College professors across Illinois will step away from their classrooms to rally in Springfield on Thursday, April 27. The event called Teach Out for Illinois Higher Education is in response to the state budget stalemate.
Illinois has gone 22-months without a spending plan. In that time, public colleges and universities have scraped by on infrequent payments from the state. Many schools have also had to cover the cost of MAP grants for low-income students.
The event was organized by teachers unions including the University Professionals of Illinois and other organizations that advocate for education.
Bill Thompson, President of Western Illinois University’s UPI chapter, said Western has been hit hard by the state budget impasse. “It’s not like, oh if we don’t do something soon terrible things will occur,” Thompson said. “No, terrible things have already occurred.”
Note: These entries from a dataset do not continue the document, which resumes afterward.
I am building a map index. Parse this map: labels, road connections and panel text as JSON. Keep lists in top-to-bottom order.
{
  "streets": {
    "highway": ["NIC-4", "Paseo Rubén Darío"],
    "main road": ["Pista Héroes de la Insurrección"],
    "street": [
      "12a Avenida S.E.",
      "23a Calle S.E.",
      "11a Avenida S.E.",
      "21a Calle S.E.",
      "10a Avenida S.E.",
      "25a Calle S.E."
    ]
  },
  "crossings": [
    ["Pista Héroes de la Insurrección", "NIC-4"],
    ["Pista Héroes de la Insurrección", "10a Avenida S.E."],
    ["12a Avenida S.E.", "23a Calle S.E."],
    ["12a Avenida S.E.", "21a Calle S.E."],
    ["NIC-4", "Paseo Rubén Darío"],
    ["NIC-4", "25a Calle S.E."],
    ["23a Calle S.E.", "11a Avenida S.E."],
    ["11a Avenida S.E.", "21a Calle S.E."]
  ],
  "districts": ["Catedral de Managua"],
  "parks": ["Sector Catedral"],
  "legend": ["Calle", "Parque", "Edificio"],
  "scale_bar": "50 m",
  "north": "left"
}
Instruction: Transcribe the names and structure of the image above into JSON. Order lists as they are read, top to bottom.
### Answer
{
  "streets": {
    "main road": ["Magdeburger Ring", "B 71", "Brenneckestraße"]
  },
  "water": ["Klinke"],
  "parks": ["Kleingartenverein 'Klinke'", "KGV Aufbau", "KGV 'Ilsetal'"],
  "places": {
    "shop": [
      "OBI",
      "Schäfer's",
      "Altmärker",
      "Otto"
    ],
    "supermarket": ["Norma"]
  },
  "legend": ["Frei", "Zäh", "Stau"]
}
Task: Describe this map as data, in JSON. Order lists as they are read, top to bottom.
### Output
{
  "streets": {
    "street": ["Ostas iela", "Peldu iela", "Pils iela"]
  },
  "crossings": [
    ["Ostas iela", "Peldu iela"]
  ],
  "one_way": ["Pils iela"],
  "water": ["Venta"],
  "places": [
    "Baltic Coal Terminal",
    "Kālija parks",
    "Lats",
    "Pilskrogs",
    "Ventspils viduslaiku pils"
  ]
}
Thompson noted last year’s layoffs, the ongoing employee furloughs, and the number of staff and professors who have left the university for jobs elsewhere. “You don’t want to lose that many young faculty because that’s the future of your institution right there,” Thompson said.
He said two buses will take about 70 people from Macomb to Springfield for the rally. He said the first bus should be back in time to allow professors to make their evening classes.
The rally kicks off at 11:00 a.m. in the Capitol Rotunda, where rally goers will share how the impasse has affected them, their research, students and schools.
After that, they will rally at the park outside the capital building.
Thompson said the state needs to pass a state budget that prioritizes spending for higher education.
“We want people to stop leaving Western, we want students to stop leaving Western, we want faculty to stop leaving Western, we want staff to stop leaving and we want students to start coming back and we want the university to hire the faculty that they need to hire and the staff that they need to hire," he said.
WIU spokeswoman Darcie Shinberger said the more people advocating for higher education in Springfield, the better. But she said anyone who goes should claim it as a personal day off.
Thompson called the rally, “One of the biggest teaching moments of the year.” He said that by participating educators are teaching their students not to be passive citizens.